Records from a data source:
Content starts

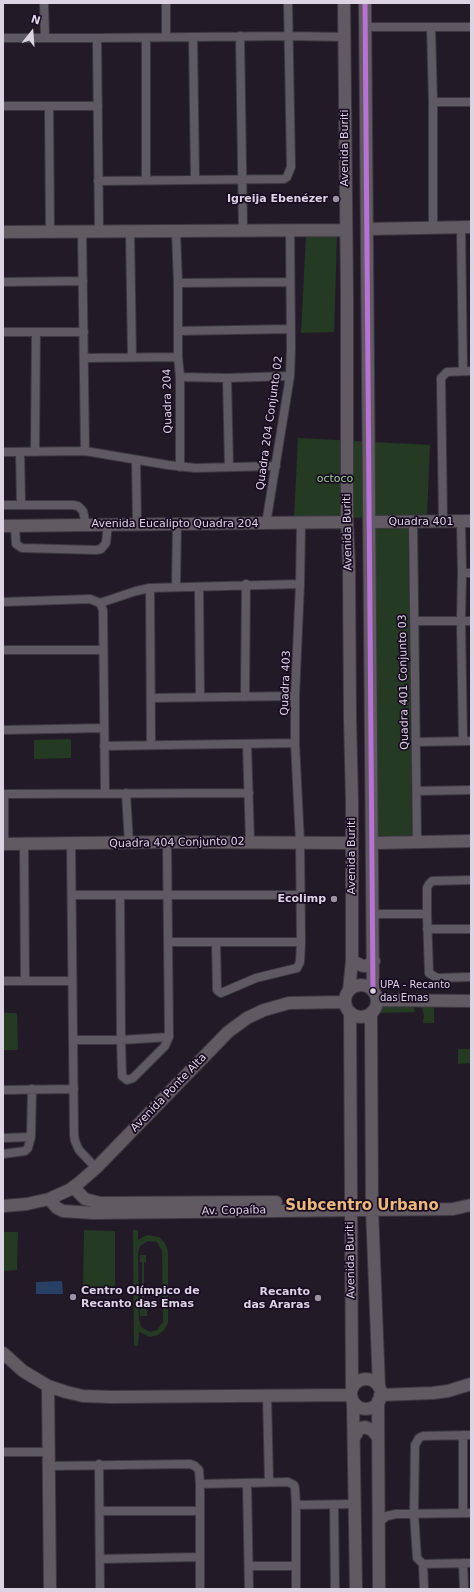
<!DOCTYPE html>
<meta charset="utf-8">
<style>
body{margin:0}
#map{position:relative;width:474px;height:1592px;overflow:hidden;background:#221b27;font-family:"DejaVu Sans",sans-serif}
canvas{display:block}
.frame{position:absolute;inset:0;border:4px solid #dcd4e3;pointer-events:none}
.north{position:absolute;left:12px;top:12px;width:40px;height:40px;-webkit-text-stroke:3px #190c22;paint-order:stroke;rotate:17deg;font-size:11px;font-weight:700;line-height:16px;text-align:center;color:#dcd4e3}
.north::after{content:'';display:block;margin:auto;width:14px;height:18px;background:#dcd4e3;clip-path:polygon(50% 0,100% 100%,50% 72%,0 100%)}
</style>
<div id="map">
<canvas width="474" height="1592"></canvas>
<div class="frame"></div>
<div class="north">N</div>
</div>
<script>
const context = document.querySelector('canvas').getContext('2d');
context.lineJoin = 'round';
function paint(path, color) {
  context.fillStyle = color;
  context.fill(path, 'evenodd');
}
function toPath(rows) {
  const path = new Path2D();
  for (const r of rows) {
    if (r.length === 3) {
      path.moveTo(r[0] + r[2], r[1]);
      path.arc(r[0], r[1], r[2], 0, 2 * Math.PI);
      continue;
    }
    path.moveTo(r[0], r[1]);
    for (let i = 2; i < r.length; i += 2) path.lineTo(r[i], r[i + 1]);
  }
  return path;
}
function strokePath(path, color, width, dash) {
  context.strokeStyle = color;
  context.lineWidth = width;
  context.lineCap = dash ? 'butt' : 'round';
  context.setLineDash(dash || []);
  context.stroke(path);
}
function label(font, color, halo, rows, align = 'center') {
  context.font = font + ' "DejaVu Sans",sans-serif';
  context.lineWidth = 3.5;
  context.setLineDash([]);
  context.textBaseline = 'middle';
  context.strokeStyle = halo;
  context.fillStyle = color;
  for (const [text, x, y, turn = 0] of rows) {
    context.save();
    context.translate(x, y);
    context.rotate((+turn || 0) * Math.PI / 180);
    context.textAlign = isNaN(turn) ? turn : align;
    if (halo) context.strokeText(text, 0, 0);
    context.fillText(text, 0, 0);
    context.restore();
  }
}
const green = toPath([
 [306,236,337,236,334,332,301,333],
 [298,438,430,445,427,516,294,519],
 [375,526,408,527,412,835,376,837],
 [71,739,71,758,34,759,34,740],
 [380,1005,407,1005,414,1008,415,1012,380,1013],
 [423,1005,434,1005,434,1023,423,1023,424,1015,422,1009,421,1007],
 [3,1013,17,1013,18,1050,3,1050],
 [458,1049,471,1049,471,1063,458,1064],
 [84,1230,115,1231,115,1292,83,1293],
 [133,1230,138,1230,138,1240,147,1235,159,1237,165,1243,168,1251,168,1323,164,1330,158,1335,150,1337,139,1332,138,1346,134,1346],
 [148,1241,157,1242,162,1251,163,1322,157,1330,150,1332,141,1327,139,1320,138,1252,140,1246],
 [3,1232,18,1232,17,1270,3,1271],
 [140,1255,146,1255,146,1262,144,1262,144,1309,147,1309,147,1316,140,1316,140,1309,142,1309,142,1262,140,1262]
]);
const water = toPath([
 [62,1281,63,1294,36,1294,36,1282]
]);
const street = toPath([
 [44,3,45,38],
 [366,27,471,27],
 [431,27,433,102,433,228],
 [240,36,243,229],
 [166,37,166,3],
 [193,37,195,179],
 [3,38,97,38,288,36,345,37],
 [97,38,99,231],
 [146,38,146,179],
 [433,102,471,102],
 [3,106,98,106],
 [49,106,50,231],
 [98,181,284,179,287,177,291,167,288,3],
 [461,228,463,371],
 [82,232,85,451],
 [130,232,132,357],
 [176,232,178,283,178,357],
 [3,282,83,281],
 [178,283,290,282],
 [178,331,291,329],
 [3,332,84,332],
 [84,358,178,357,180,377,180,467],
 [180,377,227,378,290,376],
 [227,378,229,467],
 [3,452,85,451,168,465,195,468,276,466],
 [20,452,21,504],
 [35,452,36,332],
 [136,460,137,524],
 [3,505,73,505,78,506,83,511,86,525],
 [443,522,441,378,447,372,471,371],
 [461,522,462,573,461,621,463,741],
 [413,523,417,841],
 [266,524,290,376,291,348,290,230],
 [15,526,16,544,22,548,96,550,101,549,106,543,108,524],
 [462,573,471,573],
 [176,587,177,524],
 [199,587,200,697],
 [150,588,151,745],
 [3,602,90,599,100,603,103,610,105,792],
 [100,603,136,591,150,588,300,584],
 [414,621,471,621],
 [3,650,103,650],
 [245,697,246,584],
 [151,698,295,696],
 [3,730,104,728],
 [416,742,471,741],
 [247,744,250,842],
 [104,746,295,743],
 [417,791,471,790],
 [126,793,129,843],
 [3,794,249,793],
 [4,844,4,794],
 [24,844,25,981],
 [71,844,74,1135,75,1141,79,1150,96,1168],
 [471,880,432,881,429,884,427,888,427,914,429,973,437,978,471,977],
 [72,895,301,895],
 [120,895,121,1040,122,1076,127,1080,133,1078,165,1046,169,1037,167,842],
 [374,914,427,914],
 [427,929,471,929],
 [168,942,301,942],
 [216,942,217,990,221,993,256,978,293,969,297,968,300,962,301,942,300,842,295,743,295,696,300,584,301,524],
 [3,981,72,981],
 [73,1040,121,1040,169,1037],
 [3,1090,74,1089],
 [3,1138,31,1137,32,1089],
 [3,1154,25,1151,28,1148,31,1137],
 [267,1395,269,1482],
 [463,1435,463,1513],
 [3,1452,49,1452],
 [99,1464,100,1589],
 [49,1466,190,1464,195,1466,199,1470,200,1484,200,1589],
 [247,1483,249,1589],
 [200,1484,288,1482,294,1485,295,1488,296,1505,296,1589],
 [296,1505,356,1504],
 [334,1505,335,1589],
 [100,1511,200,1511],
 [379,1522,387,1516,396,1514,471,1513],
 [100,1559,200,1557],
 [463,1563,464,1589],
 [423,1564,471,1563],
 [249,1566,296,1566],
 [424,1589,423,1564,417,1558,414,1513,415,1445,419,1438,423,1436,471,1435]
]);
const secondary = toPath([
 [344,3,347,296,347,522,349,565,350,719,352,801,352,961,349,990],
 [365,3,373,991],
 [367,229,471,227],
 [3,232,346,230],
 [370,522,471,521],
 [3,526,347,522],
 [373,843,471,841],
 [3,844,167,842,351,843],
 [352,961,363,966,367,966,374,961],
 [361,1001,16],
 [377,1000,471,1001],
 [350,1012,352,1388],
 [371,1013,372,1209,379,1387],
 [73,1187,85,1199,100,1203,276,1202],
 [49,1199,57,1208,63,1211,93,1213,453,1209,471,1205],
 [3,1206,27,1204,49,1199,71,1189,80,1182,96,1168,228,1032,247,1018,264,1010,289,1003,345,1002],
 [3,1353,23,1371,48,1386,66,1392,83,1396,111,1397,351,1395],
 [366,1394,15],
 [48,1386,50,1589],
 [380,1395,433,1393,448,1391,471,1384],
 [353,1401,356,1589],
 [378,1401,379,1589],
 [355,1436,359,1429,365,1427,372,1430,377,1436]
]);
const bus1 = toPath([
 [365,3,373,991]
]);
const markers = [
 [336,199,4,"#9b93a1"],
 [334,899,4,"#9b93a1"],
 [373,991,3.5,"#dcd4e3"],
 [73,1297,4,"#9b93a1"],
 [318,1298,4,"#9b93a1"]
];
const busNames = [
 ["UPA - Recanto",380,985],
 ["das Emas",380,998]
];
const streetNames = [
 ["Avenida Buriti",345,148,-90],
 ["Quadra 204",168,401,-91],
 ["Quadra 204 Conjunto 02",270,423,-82],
 ["Quadra 401",421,522],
 ["Avenida Eucalipto Quadra 204",175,524],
 ["Avenida Buriti",348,532,-91],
 ["Quadra 401 Conjunto 03",404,682,-91],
 ["Quadra 403",286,683,-88],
 ["Quadra 404 Conjunto 02",177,843,-1],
 ["Avenida Buriti",352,856,-90],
 ["Avenida Ponte Alta",169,1093,-46],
 ["Av. Copaíba",234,1211,-1],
 ["Avenida Buriti",351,1260,-91]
];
const poiNames = [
 ["Igreija Ebenézer",328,199],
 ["Ecolimp",326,899],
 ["Centro Olímpico de",81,1291,"left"],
 ["Recanto das Emas",81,1304,"left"],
 ["Recanto",310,1292],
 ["das Araras",310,1305]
];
const parkNames = [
 ["octoco",335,479]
];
const districtNames = [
 ["Subcentro Urbano",362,1206]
];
paint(green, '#253a23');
paint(water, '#284064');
strokePath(street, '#3d3841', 10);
strokePath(secondary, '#3d3841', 14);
strokePath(street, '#5e5962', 8);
strokePath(secondary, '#625a63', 12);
strokePath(bus1, '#b673d3', 5);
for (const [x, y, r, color] of markers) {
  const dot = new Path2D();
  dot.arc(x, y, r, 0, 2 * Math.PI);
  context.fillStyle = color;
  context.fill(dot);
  strokePath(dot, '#190c22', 1.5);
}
label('10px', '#dcd4e3', '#190c22', busNames, 'left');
label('11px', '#dcd4e3', '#190c22', streetNames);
label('bold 11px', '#dcd4e3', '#190c22', poiNames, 'right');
label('11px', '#99cf90', '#190c22', parkNames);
label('bold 15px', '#eab978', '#190c22', districtNames);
</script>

Content ends

Scan the data above for the string "strokeStyle" and copy each line where it appears.

Task output:
  context.strokeStyle = color;
  context.strokeStyle = halo;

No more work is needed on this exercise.